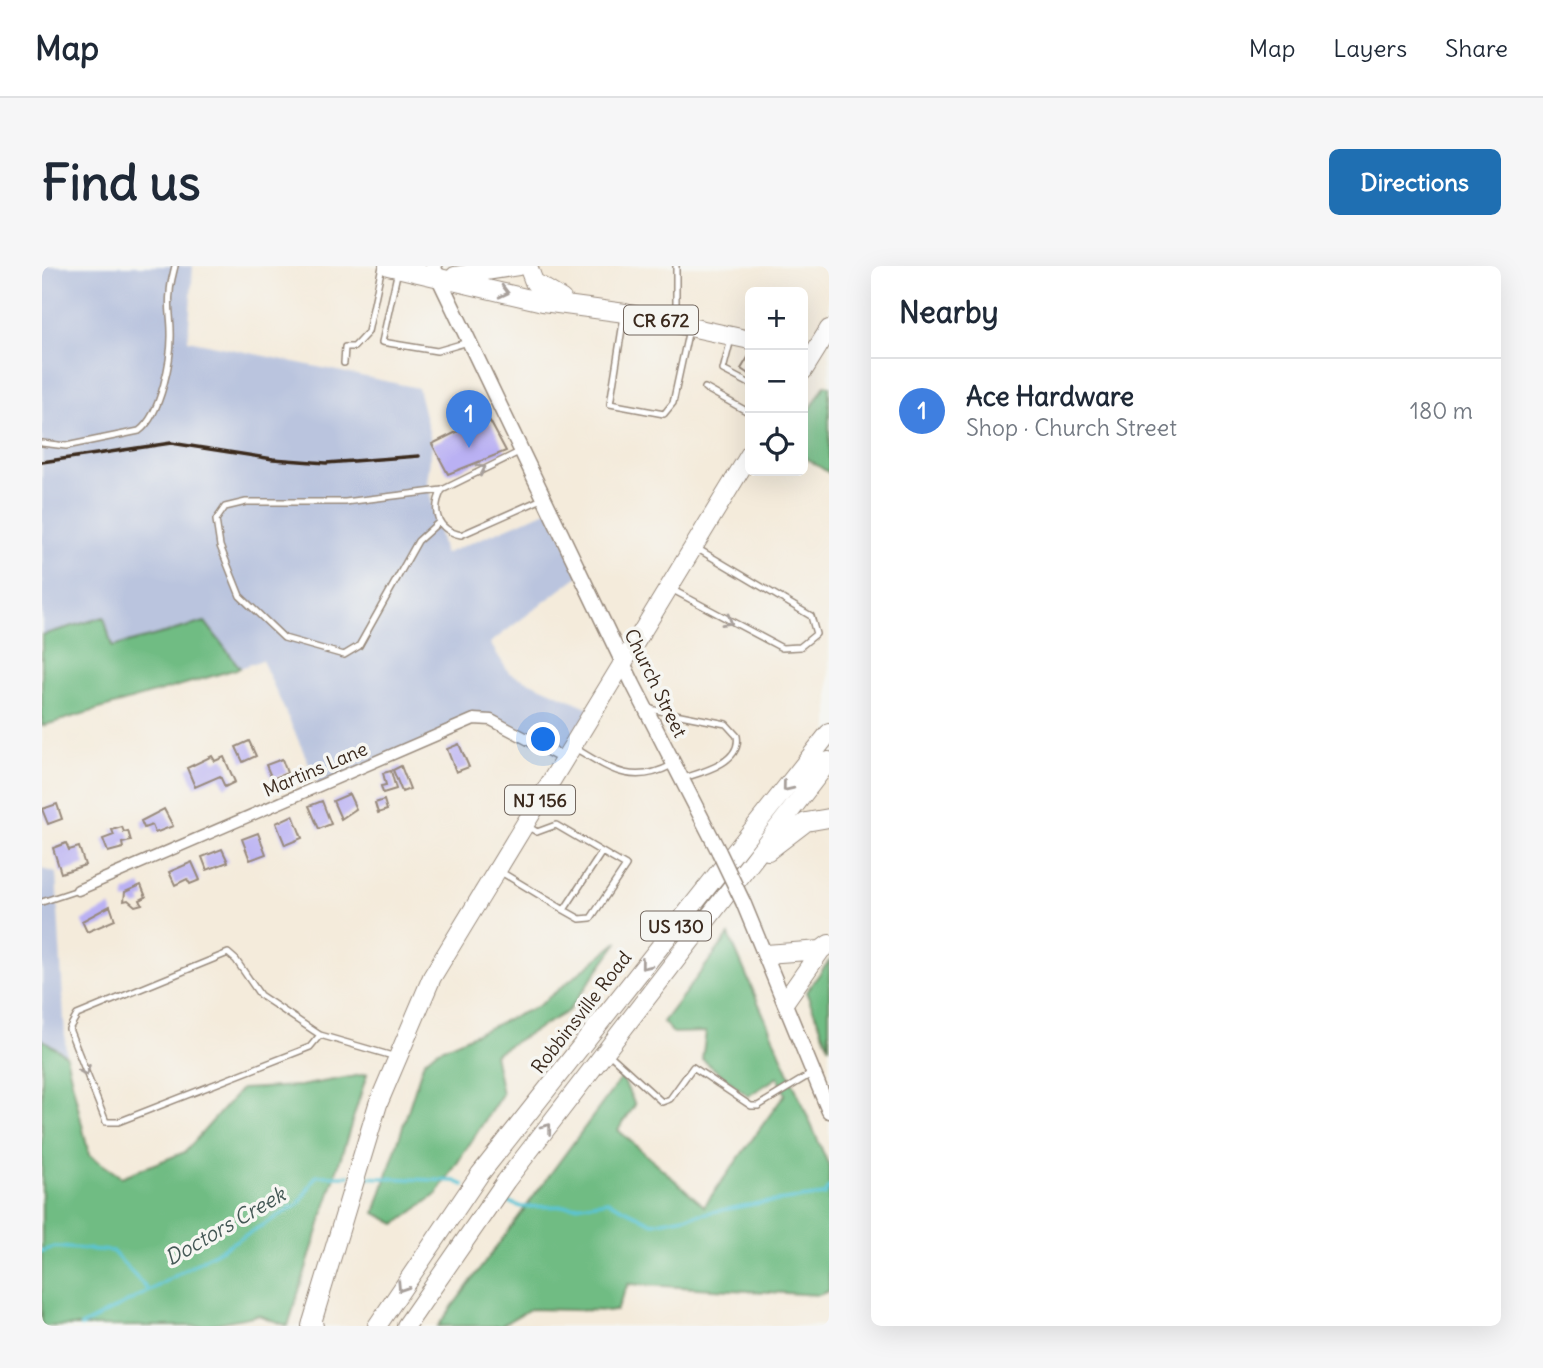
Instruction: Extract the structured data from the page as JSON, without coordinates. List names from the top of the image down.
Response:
{
  "streets": {
    "main road": [
      "CR 672",
      "NJ 156",
      "US 130",
      "Robbinsville Road"
    ],
    "street": ["Church Street", "Martins Lane"]
  },
  "crossings": [
    ["CR 672", "Church Street"],
    ["Church Street", "NJ 156"],
    ["Martins Lane", "NJ 156"]
  ],
  "water": ["Doctors Creek"],
  "page": {
    "header": "Map",
    "nav": ["Map", "Layers", "Share"],
    "buttons": "Directions",
    "title": "Find us",
    "heading": "Nearby",
    "map_buttons": ["+", "−"],
    "list": [
      {
        "mark": "1",
        "name": "Ace Hardware",
        "note": "Shop · Church Street",
        "value": "180 m"
      }
    ],
    "pins": "1"
  }
}
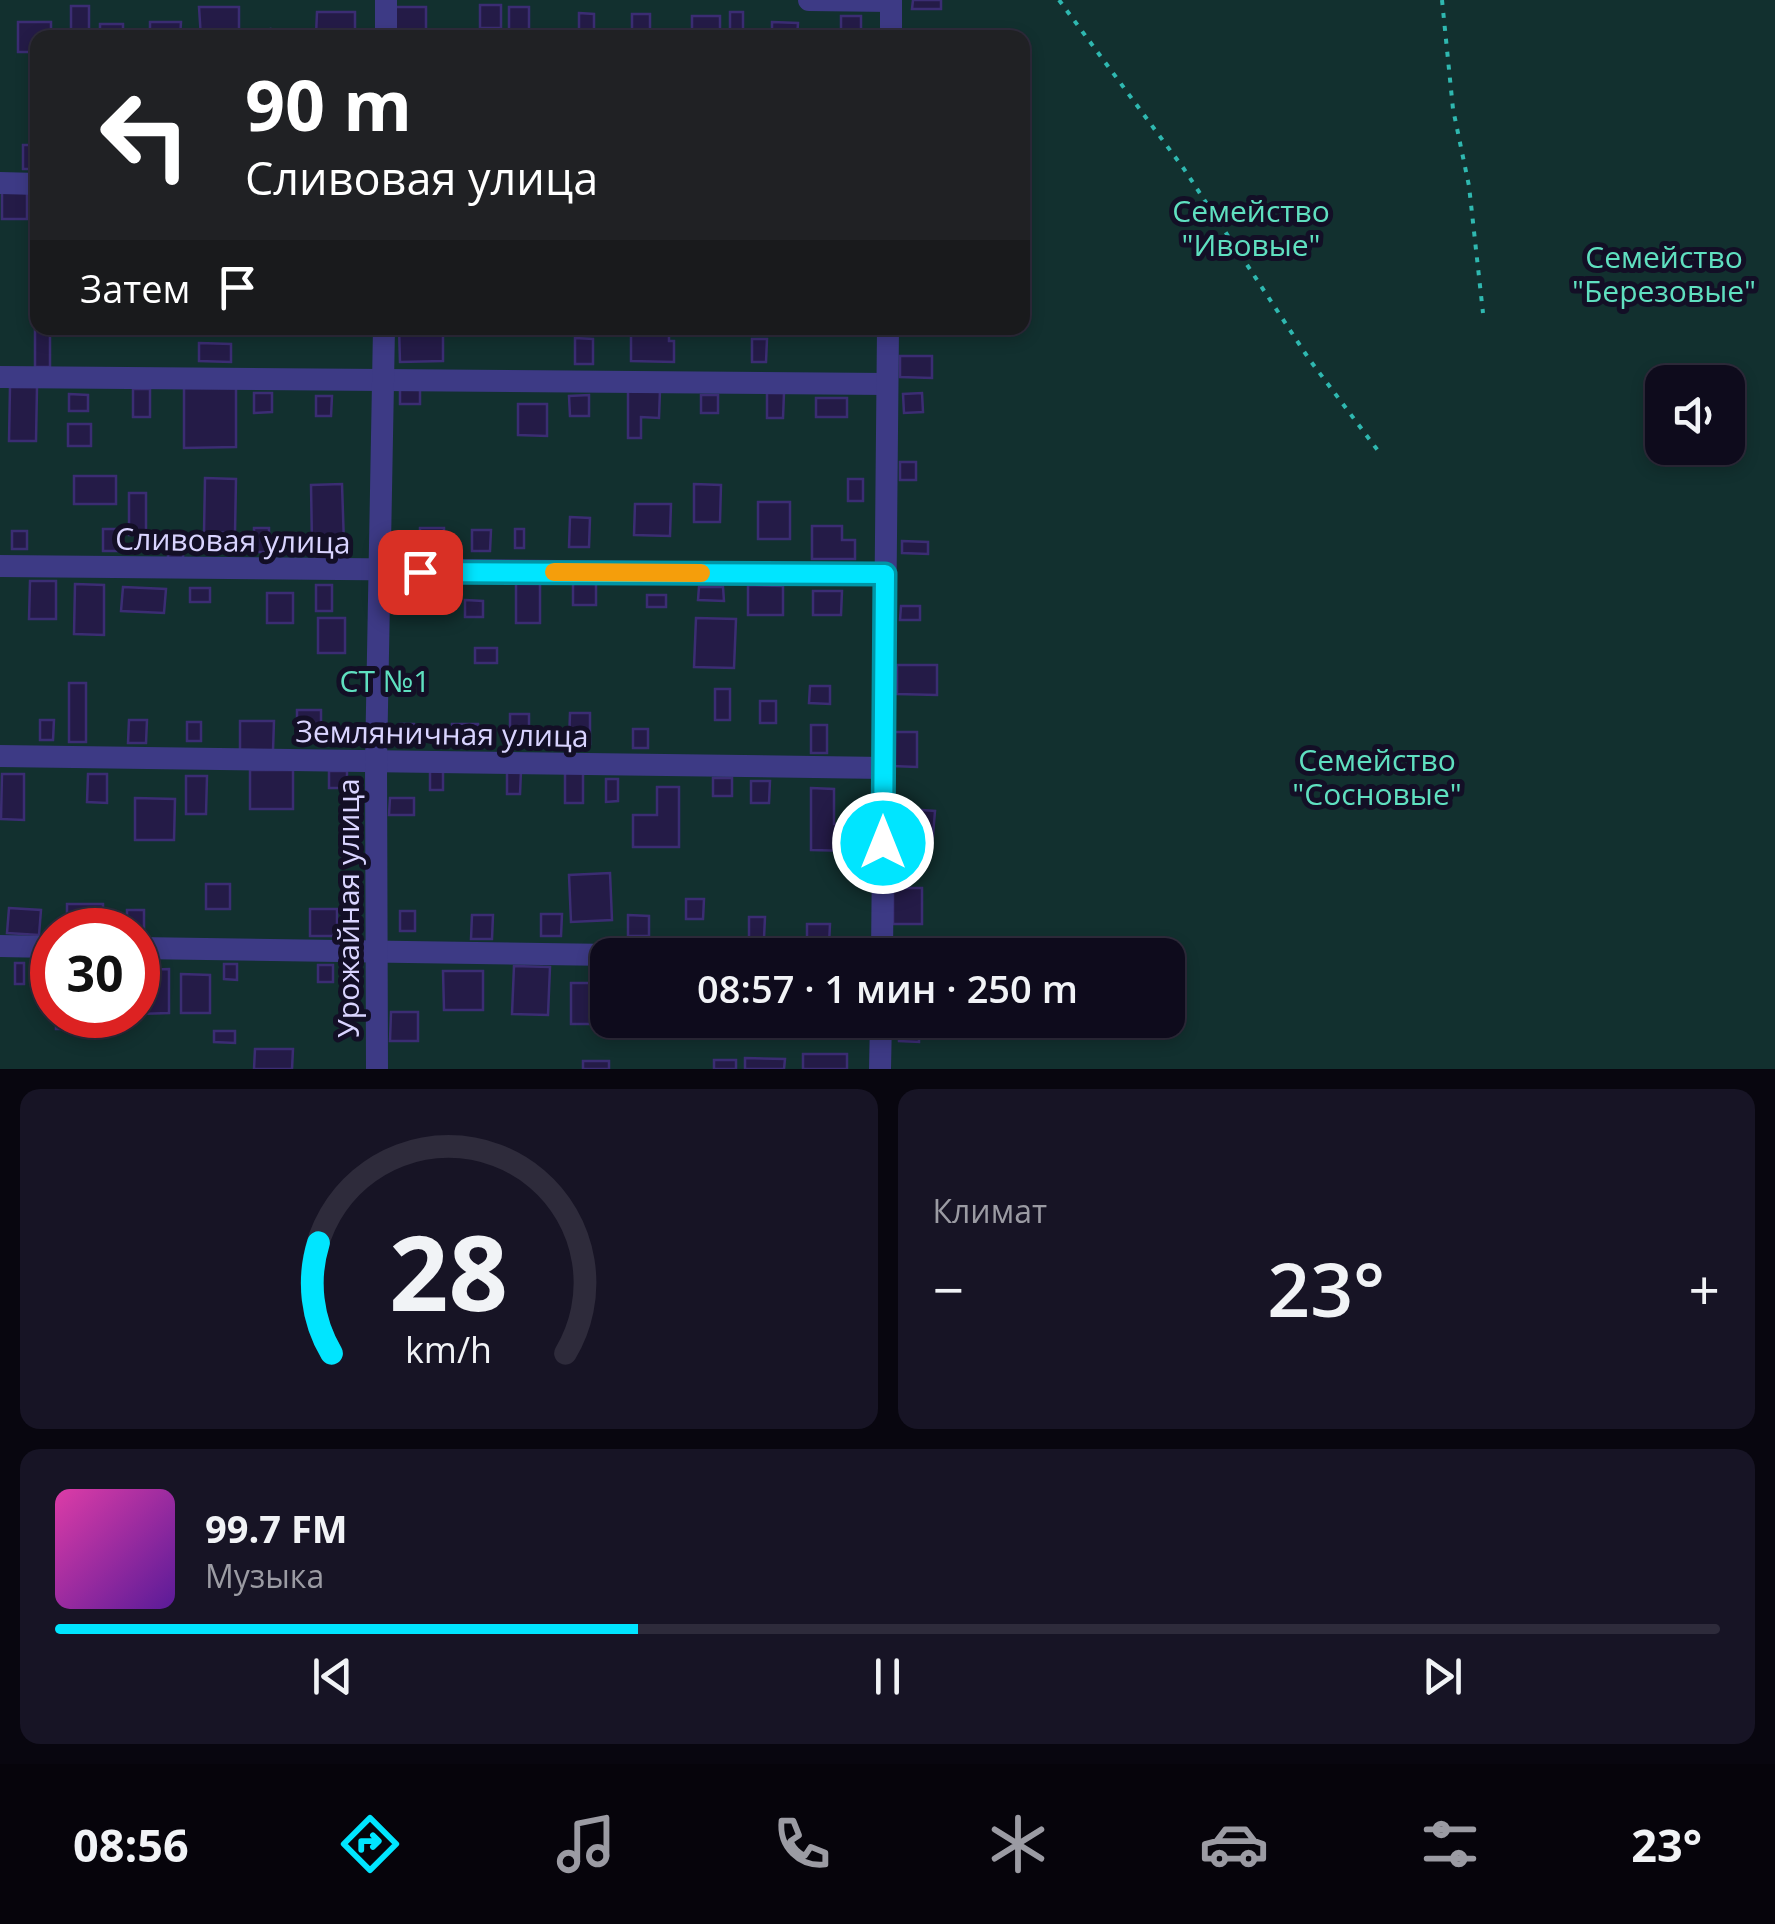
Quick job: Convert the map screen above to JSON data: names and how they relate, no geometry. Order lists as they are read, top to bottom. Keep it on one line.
{"streets":{"street":["Сливовая улица","Земляничная улица","Урожайная улица"]},"crossings":[["Сливовая улица","Урожайная улица"],["Земляничная улица","Урожайная улица"]],"parks":["Семейство \"Ивовые\"","Семейство \"Березовые\"","СТ №1","Семейство \"Сосновые\""],"page":{"turn":["90 m","Сливовая улица"],"then":"Затем","limit":"30","trip":"08:57 · 1 мин · 250 m","tile":"Климат","heat":["−","23°","+"],"song":["99.7 FM","Музыка"],"tabs":["08:56","23°"],"gauge":["28","km/h"]}}
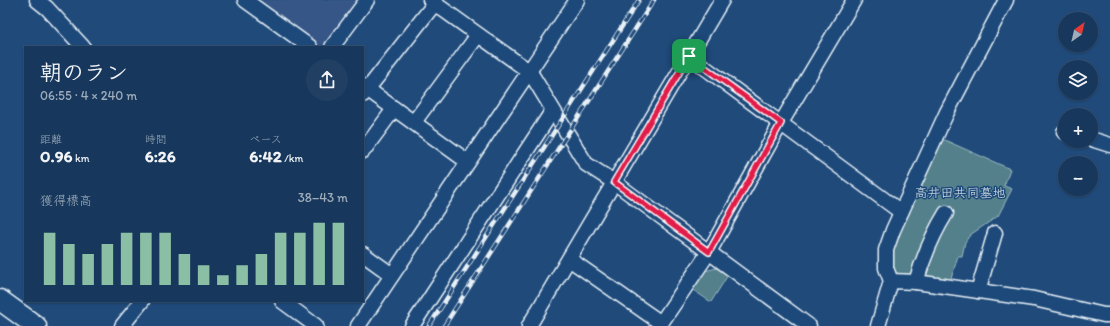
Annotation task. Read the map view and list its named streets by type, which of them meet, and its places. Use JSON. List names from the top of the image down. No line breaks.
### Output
{"parks":["高井田共同墓地"],"north":"top right","page":{"map_buttons":["+","−"],"heading":["朝のラン","06:55 · 4 × 240 m"],"stats":[["距離","0.96 km"],["時間","6:26"],["ペース","6:42 /km"]],"chart":["獲得標高","38–43 m"]}}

◆ ◆ ◆ ◆ ◆ ◆ ◆

Give the lines again exactly, beginning with the first line of the records above and ending with the line that contains "Annotation task. Read", and include no pictures.

● **Output**:
Instruction: Extract the structured data from the page as JSON, without coordinates. List names from the top of the image down.
Response:
{
  "streets": {
    "main road": [
      "CR 672",
      "NJ 156",
      "US 130",
      "Robbinsville Road"
    ],
    "street": ["Church Street", "Martins Lane"]
  },
  "crossings": [
    ["CR 672", "Church Street"],
    ["Church Street", "NJ 156"],
    ["Martins Lane", "NJ 156"]
  ],
  "water": ["Doctors Creek"],
  "page": {
    "header": "Map",
    "nav": ["Map", "Layers", "Share"],
    "buttons": "Directions",
    "title": "Find us",
    "heading": "Nearby",
    "map_buttons": ["+", "−"],
    "list": [
      {
        "mark": "1",
        "name": "Ace Hardware",
        "note": "Shop · Church Street",
        "value": "180 m"
      }
    ],
    "pins": "1"
  }
}
Quick job: Convert the map screen above to JSON data: names and how they relate, no geometry. Order lists as they are read, top to bottom. Keep it on one line.
{"streets":{"street":["Сливовая улица","Земляничная улица","Урожайная улица"]},"crossings":[["Сливовая улица","Урожайная улица"],["Земляничная улица","Урожайная улица"]],"parks":["Семейство \"Ивовые\"","Семейство \"Березовые\"","СТ №1","Семейство \"Сосновые\""],"page":{"turn":["90 m","Сливовая улица"],"then":"Затем","limit":"30","trip":"08:57 · 1 мин · 250 m","tile":"Климат","heat":["−","23°","+"],"song":["99.7 FM","Музыка"],"tabs":["08:56","23°"],"gauge":["28","km/h"]}}
Annotation task. Read the map view and list its named streets by type, which of them meet, and its places. Use JSON. List names from the top of the image down. No line breaks.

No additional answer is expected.